After the violence last week that targeted Jews, Prime Minister Netanyahu extended a warm welcome to the Jews of France to come home. Though it is true that French Aliyah more than doubled last year and is expected to increase even more, French Jews are also looking at destinations in America as safe havens from European anti-Semitism. South Florida seems especially attractive.
Thirty-two percent of adults in Miami’s Jewish community are foreign-born, according to recent estimates by the Greater Miami Jewish Federation. Immigration court figures show a slight uptick in the number of asylum applications from French nationals starting in 2003 — but those figures do not specify whether applicants were French Jews. South Florida immigration attorneys say the majority of French Jews are arriving on immigrant, investor and business visas.
“Miami is a community which has all the benefits of the United States but with a strong and vital Jewish community,” said Jacob Solomon, executive vice president of the Greater Miami Jewish Federation. “The combination makes for an inviting point of destination.”
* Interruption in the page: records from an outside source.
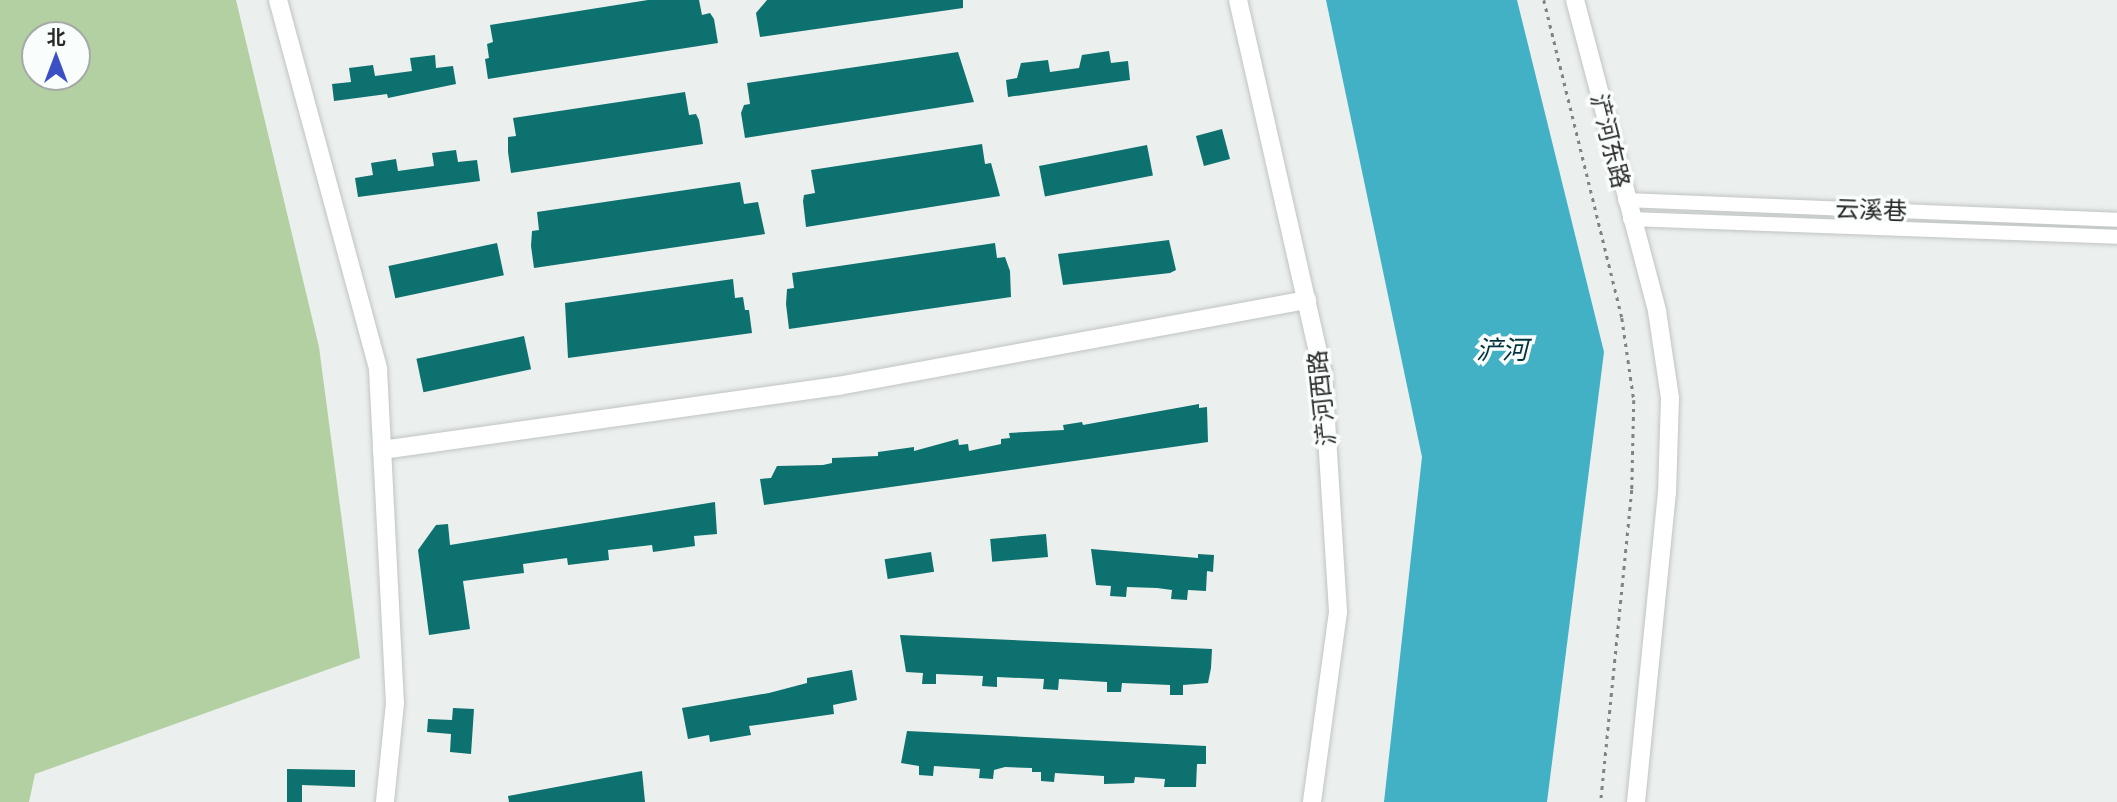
<!DOCTYPE html>
<html>
<head>
<meta charset="utf-8">
<style>
  body { margin:0 }
  #map { position:relative; width:2117px; height:802px; overflow:hidden; background:#ebefee; font-family:"Public Sans","Noto Sans SC",sans-serif }
  div>[style] { position:absolute }
  [style*='--x'] { left:calc(var(--x)*1px); top:calc(var(--y)*1px); width:calc(var(--w)*1px); rotate:calc(var(--a)*1deg) }
  .green>* { inset:0; background:#b2d0a2 }
  .water>* { inset:0; background:#42b1c6 }
  .building>* { inset:0; background:#0c716f; transform-origin:0 0 }
  .path>* { height:2.5px; margin-top:-1.25px; transform-origin:0; background:repeating-linear-gradient(90deg,#808382 0 3.5px,transparent 0 8.5px) }
  .roads { filter:drop-shadow(0 0 2px #c0c4c3) drop-shadow(0 0 2px #c0c4c3) }
  .minor>* { height:14px; margin:-7px; padding:0 7px; transform-origin:7px; border-radius:7px; background:#fff }
  .tertiary>* { height:18px; margin:-9px; padding:0 9px; transform-origin:9px; border-radius:9px; background:#fff }
  span { translate:-50% -50%; white-space:nowrap; text-align:center; line-height:1.15; -webkit-text-stroke:7px #f9fdfb; paint-order:stroke }
  .street-label { font-size:24px; color:#282a29 }
  .water-label { font-size:26px; color:#00333c; font-style:italic }
  .north { position:absolute; left:21px; top:21px; width:70px; height:70px; box-sizing:border-box; background:#f9fdfb; border:2px solid #a5a9a7; border-radius:50%; rotate:0deg; font-size:19px; font-weight:700; line-height:28px; text-align:center; color:#282a29 }
  .north::after { content:''; display:block; margin:auto; width:24px; height:32px; background:#3c50c3; clip-path:polygon(50% 0,100% 100%,50% 72%,0 100%) }
</style>
</head>
<body>
<div id="map">
  <div class="green">
    <div style="clip-path:polygon(evenodd,0 0,236px 0,319px 347px,360px 658px,35px 774px,29px 802px,0 802px,0 0,35px 35px,77px 35px,77px 77px,35px 77px,35px 35px)"></div>
  </div>
  <div class="water">
    <div style="clip-path:polygon(1326px 0,1517px 0,1604px 352px,1547px 802px,1384px 802px,1422px 457px)"></div>
  </div>
  <div class="building">
    <div style="clip-path:polygon(648px 0,699px 0,702px 15px,710px 13px,714px 19px,718px 43px,488px 79px,485px 59px,489px 58px,487px 44px,493px 42px,490px 25px)"></div>
    <div style="clip-path:polygon(767px 0,963px 0,963px 8px,760px 37px,756px 13px)"></div>
    <div style="clip-path:polygon(1109px 51px,1111px 63px,1128px 61px,1130px 80px,1008px 97px,1006px 80px,1017px 78px,1021px 63px,1048px 60px,1050px 72px,1079px 68px,1082px 55px)"></div>
    <div style="clip-path:polygon(958px 52px,974px 102px,745px 138px,741px 113px,744px 105px,750px 104px,747px 83px)"></div>
    <div style="clip-path:polygon(435px 55px,436px 68px,453px 66px,456px 84px,388px 98px,387px 94px,334px 101px,332px 84px,351px 82px,349px 68px,373px 65px,375px 76px,412px 71px,410px 58px)"></div>
    <div style="clip-path:polygon(685px 92px,689px 115px,696px 114px,699px 120px,703px 144px,511px 173px,508px 152px,508px 137px,516px 136px,513px 118px)"></div>
    <div style="left:1222px;top:129px;width:31px;height:27px;rotate:75deg"></div>
    <div style="clip-path:polygon(982px 144px,985px 164px,991px 163px,1000px 196px,806px 227px,803px 201px,804px 195px,815px 193px,811px 170px)"></div>
    <div style="left:1147px;top:145px;width:31px;height:110px;rotate:79deg"></div>
    <div style="clip-path:polygon(456px 150px,458px 162px,477px 160px,480px 181px,358px 197px,355px 178px,373px 175px,371px 163px,396px 159px,398px 171px,434px 166px,432px 153px)"></div>
    <div style="clip-path:polygon(740px 182px,744px 204px,758px 202px,765px 234px,534px 268px,531px 246px,532px 231px,539px 230px,537px 212px)"></div>
    <div style="clip-path:polygon(1169px 240px,1176px 270px,1170px 273px,1063px 285px,1058px 254px)"></div>
    <div style="left:497px;top:243px;width:33px;height:111px;rotate:78deg"></div>
    <div style="clip-path:polygon(995px 243px,997px 258px,1005px 257px,1010px 271px,1011px 297px,789px 329px,786px 304px,787px 289px,794px 288px,792px 273px)"></div>
    <div style="clip-path:polygon(733px 279px,735px 298px,743px 297px,745px 310px,749px 310px,752px 333px,568px 358px,565px 303px)"></div>
    <div style="left:524px;top:336px;width:34px;height:110px;rotate:78deg"></div>
    <div style="clip-path:polygon(1199px 404px,1199px 408px,1207px 407px,1208px 442px,764px 505px,760px 479px,771px 478px,777px 466px,823px 465px,832px 463px,832px 458px,878px 456px,878px 452px,914px 447px,914px 451px,958px 439px,959px 445px,968px 444px,969px 451px,1001px 444px,1001px 439px,1010px 438px,1009px 433px,1064px 430px,1063px 425px,1082px 422px,1083px 425px)"></div>
    <div style="clip-path:polygon(715px 502px,717px 534px,694px 536px,695px 546px,653px 552px,652px 545px,608px 550px,609px 560px,568px 565px,567px 558px,523px 564px,524px 573px,463px 581px,470px 629px,429px 635px,418px 550px,436px 525px,448px 524px,450px 545px)"></div>
    <div style="left:1046px;top:534px;width:23px;height:56px;rotate:85deg"></div>
    <div style="clip-path:polygon(1091px 549px,1198px 558px,1198px 554px,1214px 555px,1213px 572px,1207px 571px,1206px 591px,1188px 590px,1187px 600px,1171px 599px,1172px 590px,1157px 588px,1127px 587px,1126px 597px,1110px 596px,1111px 586px,1096px 585px)"></div>
    <div style="left:931px;top:552px;width:20px;height:47px;rotate:81deg"></div>
    <div style="clip-path:polygon(900px 635px,1212px 649px,1211px 668px,1208px 683px,1183px 685px,1183px 695px,1170px 695px,1170px 685px,1147px 684px,1122px 683px,1121px 692px,1107px 692px,1107px 682px,1059px 679px,1058px 690px,1043px 689px,1044px 679px,997px 677px,997px 687px,982px 686px,983px 676px,936px 674px,936px 684px,922px 684px,923px 673px,906px 672px)"></div>
    <div style="clip-path:polygon(852px 670px,857px 700px,833px 705px,834px 714px,749px 726px,751px 735px,710px 742px,709px 735px,688px 739px,682px 708px,769px 693px,807px 683px,807px 678px)"></div>
    <div style="clip-path:polygon(453px 708px,474px 709px,471px 754px,450px 752px,451px 734px,427px 732px,428px 719px,452px 720px)"></div>
    <div style="clip-path:polygon(907px 731px,1206px 746px,1206px 764px,1197px 764px,1196px 787px,1164px 787px,1165px 779px,1135px 777px,1134px 783px,1104px 784px,1104px 776px,1055px 773px,1054px 782px,1041px 781px,1041px 772px,1032px 772px,1032px 768px,1005px 767px,994px 770px,993px 779px,979px 778px,980px 769px,949px 767px,934px 766px,933px 776px,919px 775px,919px 766px,901px 763px)"></div>
    <div style="clip-path:polygon(287px 769px,355px 770px,355px 787px,302px 785px,302px 802px,287px 802px)"></div>
    <div style="clip-path:polygon(642px 771px,645px 802px,509px 802px,508px 796px)"></div>
  </div>
  <div class="path">
    <div style="--x:1544;--y:0;--w:327;--a:76.2"></div>
    <div style="--x:1622;--y:318;--w:83;--a:81.7"></div>
    <div style="--x:1634;--y:400;--w:90;--a:91.3"></div>
    <div style="--x:1632;--y:490;--w:314;--a:95.7"></div>
  </div>
  <div class="roads">
    <div class="minor">
      <div style="--x:1625;--y:200;--w:492;--a:2.3"></div>
      <div style="--x:1630;--y:219;--w:487;--a:2.1"></div>
    </div>
    <div class="tertiary">
      <div style="--x:278;--y:0;--w:382;--a:74.8"></div>
      <div style="--x:378;--y:369;--w:334;--a:87.1"></div>
      <div style="--x:395;--y:703;--w:100;--a:95.8"></div>
      <div style="--x:1238;--y:0;--w:383;--a:77.2"></div>
      <div style="--x:1323;--y:373;--w:239;--a:86.4"></div>
      <div style="--x:1338;--y:612;--w:192;--a:97.8"></div>
      <div style="--x:1575;--y:0;--w:322;--a:75.2"></div>
      <div style="--x:1657;--y:311;--w:88;--a:81.5"></div>
      <div style="--x:1670;--y:398;--w:94;--a:91.8"></div>
      <div style="--x:1667;--y:492;--w:312;--a:95.7"></div>
      <div style="--x:382;--y:450;--w:460;--a:-8"></div>
      <div style="--x:838;--y:386;--w:477;--a:-10.4"></div>
    </div>
  </div>
  <div class="street-label">
    <span style="left:1610px;top:141px;rotate:76deg">浐河东路</span>
    <span style="left:1871px;top:210px;rotate:2deg">云溪巷</span>
    <span style="left:1322px;top:398px;rotate:-96deg">浐河西路</span>
  </div>
  <div class="water-label">
    <span style="left:1502px;top:350px">浐河</span>
  </div>
  <div class="north">北</div>
</div>
</body>
</html>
David Saltman, president of the Jewish Community Services of South Florida, said his agency has seen a steady influx in French and Argentine Jewish immigrants in particular. “Particularly in the last several years with the second intifada ,” Saltman said.
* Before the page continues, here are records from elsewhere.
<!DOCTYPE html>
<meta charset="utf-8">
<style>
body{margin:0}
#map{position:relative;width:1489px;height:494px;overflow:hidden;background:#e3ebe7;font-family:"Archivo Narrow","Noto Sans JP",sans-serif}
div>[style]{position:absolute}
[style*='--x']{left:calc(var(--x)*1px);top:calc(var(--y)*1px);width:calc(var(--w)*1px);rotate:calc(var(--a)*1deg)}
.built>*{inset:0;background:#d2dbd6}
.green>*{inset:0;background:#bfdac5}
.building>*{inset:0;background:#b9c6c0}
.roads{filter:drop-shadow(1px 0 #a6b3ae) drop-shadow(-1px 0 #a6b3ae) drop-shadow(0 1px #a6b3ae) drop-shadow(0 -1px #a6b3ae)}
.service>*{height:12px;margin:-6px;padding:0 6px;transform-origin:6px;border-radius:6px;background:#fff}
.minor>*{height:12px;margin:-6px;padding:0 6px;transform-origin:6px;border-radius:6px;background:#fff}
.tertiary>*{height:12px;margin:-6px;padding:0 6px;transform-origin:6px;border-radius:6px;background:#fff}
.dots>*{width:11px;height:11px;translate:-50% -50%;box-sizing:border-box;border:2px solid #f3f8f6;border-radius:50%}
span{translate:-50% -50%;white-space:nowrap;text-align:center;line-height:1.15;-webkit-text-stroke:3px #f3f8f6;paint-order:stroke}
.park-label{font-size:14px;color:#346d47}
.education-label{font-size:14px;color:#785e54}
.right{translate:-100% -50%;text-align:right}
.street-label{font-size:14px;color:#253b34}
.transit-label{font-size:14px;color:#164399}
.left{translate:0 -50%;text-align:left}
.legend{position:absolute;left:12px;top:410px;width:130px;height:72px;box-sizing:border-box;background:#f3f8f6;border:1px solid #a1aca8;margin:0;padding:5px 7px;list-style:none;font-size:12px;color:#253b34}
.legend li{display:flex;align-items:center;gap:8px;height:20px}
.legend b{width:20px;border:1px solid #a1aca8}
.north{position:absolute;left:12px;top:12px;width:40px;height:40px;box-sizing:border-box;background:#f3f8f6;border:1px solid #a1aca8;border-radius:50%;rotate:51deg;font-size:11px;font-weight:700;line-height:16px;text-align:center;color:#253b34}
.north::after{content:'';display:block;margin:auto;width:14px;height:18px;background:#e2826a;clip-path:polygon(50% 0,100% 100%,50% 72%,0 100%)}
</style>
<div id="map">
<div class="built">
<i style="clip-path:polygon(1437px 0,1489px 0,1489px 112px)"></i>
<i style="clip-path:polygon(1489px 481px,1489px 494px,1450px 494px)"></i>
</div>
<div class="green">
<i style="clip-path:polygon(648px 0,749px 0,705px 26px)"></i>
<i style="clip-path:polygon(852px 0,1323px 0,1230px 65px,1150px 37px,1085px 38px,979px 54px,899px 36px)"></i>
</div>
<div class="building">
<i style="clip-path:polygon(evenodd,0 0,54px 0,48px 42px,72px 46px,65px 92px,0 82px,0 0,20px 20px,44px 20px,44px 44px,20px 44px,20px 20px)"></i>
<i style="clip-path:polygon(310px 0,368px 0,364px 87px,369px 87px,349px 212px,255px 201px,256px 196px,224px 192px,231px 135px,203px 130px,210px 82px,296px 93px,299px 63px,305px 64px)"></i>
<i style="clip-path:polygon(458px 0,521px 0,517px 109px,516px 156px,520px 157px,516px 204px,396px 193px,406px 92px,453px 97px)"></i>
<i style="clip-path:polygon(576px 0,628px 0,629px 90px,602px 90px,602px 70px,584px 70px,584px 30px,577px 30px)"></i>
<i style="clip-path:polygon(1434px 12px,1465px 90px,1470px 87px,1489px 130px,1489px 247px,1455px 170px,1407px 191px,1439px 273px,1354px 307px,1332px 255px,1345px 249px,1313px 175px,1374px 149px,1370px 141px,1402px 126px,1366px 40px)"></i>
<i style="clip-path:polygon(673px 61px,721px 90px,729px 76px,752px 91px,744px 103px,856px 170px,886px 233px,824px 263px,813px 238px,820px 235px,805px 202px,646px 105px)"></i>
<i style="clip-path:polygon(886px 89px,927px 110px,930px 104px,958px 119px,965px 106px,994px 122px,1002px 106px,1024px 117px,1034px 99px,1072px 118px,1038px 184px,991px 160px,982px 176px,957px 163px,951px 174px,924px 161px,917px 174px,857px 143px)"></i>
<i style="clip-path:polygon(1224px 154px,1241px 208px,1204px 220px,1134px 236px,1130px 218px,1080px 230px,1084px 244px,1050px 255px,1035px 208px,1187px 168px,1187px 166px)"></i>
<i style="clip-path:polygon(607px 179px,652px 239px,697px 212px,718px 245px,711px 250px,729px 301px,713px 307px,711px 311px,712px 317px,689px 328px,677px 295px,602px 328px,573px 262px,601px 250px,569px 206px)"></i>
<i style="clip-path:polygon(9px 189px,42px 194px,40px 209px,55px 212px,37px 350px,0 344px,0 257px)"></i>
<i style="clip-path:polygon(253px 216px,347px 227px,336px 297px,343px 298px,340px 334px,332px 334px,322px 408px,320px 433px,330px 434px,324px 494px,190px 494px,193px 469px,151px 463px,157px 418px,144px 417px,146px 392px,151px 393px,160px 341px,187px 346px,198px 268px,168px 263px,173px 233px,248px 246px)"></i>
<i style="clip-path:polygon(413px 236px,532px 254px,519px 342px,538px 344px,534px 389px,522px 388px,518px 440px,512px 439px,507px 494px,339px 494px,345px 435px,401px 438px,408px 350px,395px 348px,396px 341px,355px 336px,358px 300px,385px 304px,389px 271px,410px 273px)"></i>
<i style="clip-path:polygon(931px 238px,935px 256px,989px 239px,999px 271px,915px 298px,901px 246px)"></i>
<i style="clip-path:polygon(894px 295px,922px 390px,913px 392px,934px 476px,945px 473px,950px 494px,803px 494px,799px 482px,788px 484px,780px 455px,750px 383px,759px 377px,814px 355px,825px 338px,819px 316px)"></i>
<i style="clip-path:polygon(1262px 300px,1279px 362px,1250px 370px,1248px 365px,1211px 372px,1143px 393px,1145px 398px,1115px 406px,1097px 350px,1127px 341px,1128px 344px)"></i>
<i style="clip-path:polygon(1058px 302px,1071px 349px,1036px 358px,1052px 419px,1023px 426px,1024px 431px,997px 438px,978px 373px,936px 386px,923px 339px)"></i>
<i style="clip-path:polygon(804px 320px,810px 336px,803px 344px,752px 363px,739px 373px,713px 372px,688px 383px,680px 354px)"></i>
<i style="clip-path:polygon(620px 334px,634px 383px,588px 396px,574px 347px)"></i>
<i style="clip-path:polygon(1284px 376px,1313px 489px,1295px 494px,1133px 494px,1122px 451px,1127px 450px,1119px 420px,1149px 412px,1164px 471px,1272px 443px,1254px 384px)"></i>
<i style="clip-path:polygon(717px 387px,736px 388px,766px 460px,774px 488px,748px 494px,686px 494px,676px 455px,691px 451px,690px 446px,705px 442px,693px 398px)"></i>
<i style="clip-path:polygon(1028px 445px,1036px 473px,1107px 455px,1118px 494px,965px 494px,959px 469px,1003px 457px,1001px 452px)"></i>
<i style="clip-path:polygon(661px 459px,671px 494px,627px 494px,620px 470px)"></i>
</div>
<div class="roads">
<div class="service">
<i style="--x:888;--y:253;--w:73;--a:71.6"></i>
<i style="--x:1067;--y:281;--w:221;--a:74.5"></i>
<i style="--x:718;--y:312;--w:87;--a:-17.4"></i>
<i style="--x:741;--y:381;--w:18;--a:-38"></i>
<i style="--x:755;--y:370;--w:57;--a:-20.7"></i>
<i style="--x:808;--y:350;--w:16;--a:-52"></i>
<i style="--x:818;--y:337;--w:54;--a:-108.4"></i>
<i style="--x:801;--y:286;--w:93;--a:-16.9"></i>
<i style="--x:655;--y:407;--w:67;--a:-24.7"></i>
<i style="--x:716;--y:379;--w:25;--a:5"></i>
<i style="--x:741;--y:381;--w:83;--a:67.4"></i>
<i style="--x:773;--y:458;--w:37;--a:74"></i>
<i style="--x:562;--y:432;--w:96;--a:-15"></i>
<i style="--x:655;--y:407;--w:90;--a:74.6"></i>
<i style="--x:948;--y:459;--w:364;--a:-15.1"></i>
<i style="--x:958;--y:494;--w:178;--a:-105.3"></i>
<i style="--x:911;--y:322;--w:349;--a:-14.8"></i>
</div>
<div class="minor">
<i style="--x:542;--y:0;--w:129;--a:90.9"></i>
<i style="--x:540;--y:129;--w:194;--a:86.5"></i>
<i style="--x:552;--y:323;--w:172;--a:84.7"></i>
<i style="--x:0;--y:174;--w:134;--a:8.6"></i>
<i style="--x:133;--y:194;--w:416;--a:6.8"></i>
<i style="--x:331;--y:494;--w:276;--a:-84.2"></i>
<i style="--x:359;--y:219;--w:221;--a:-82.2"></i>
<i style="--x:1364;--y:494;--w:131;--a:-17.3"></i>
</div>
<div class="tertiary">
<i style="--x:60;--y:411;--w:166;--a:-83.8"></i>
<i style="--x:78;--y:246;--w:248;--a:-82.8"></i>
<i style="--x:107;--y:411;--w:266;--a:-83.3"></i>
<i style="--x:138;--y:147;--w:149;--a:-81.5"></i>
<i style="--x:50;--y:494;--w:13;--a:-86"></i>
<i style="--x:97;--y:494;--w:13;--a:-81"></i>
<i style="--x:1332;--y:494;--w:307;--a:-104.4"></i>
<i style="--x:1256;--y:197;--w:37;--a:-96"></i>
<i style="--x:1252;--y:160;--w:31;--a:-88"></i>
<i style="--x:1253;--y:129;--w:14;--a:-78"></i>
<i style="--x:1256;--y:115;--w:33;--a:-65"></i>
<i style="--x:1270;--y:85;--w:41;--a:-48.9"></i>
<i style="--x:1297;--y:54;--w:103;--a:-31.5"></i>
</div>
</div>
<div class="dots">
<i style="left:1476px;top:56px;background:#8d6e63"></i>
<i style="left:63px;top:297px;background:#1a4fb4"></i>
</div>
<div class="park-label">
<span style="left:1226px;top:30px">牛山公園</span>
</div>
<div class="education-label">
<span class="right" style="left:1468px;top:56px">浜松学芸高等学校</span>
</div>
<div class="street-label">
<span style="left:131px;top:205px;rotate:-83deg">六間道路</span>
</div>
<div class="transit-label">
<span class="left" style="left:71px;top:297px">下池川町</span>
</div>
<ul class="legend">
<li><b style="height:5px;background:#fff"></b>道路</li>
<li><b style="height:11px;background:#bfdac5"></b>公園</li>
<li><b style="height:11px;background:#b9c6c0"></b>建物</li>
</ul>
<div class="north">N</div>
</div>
It might certainly be true that fleeing from Islamic terror in France, the valid fear they feel could understandably override their love of Israel. Israel is portrayed as a war-torn country, and that title is at least partly accurate, unfortunately.
Recently, a meeting was held between the French Ambassador to the United States, Gérard Araud, who was appointed to his current position in September, and rabbis and leaders of the Greater Miami Jewish Federation, the Jewish Educational Leadership Institute, and the American Jewish Committee’s Greater Miami and Broward Regional Office and its Palm Beach County one. During the meeting, Araud, who also served as ambassador of France to Israel from 03-06, discussed French foreign policy views towards issues that are close to Israel and also of interest to the Jewish community that included the Iranian nuclear crisis, the Israeli-Palestinian conflict and the situation of the Jewish community in France.
“First, I think there is no denial. The French authorities are not denying that we are facing a problem [with anti-Semitism in France],” he said. “In a sense, as the president of the French Republic said, it’s the importation of the Israeli-Palestinian conflict into France because we have at one side the first Jewish community after the U.S. and Israel of course and on the other side the first Muslim community in Europe and to our total dismay, we have seen, especially during demonstrations against the Gaza crisis, young demonstrators attacking synagogues or attacking Jewish shops, so that is totally unacceptable and the French authorities have expressed that it is totally unacceptable and we are working very closely with the Jewish community in France to protect it.”
It should be noted that this meeting was held in November, before the recent attacks. In a recent meeting in which he addressed the attacks, his responses were slightly different. “It’s not troubling; it’s devastating. You know I’ve served twice in Israel, so I have in a sense a personal commitment to this question. Actually, we have seen a rise in this type of anti-Semitism for nearly a decade.”
For the security of synagogues, Jewish schools and other places, Araud says, “We are going to step up the measures of protection that we have been taking for some time.”
Araud added, “I understand that it’s really unbearable for a community, the Jewish one, to live under the protection …. and secondly, again, we can’t protect everybody.”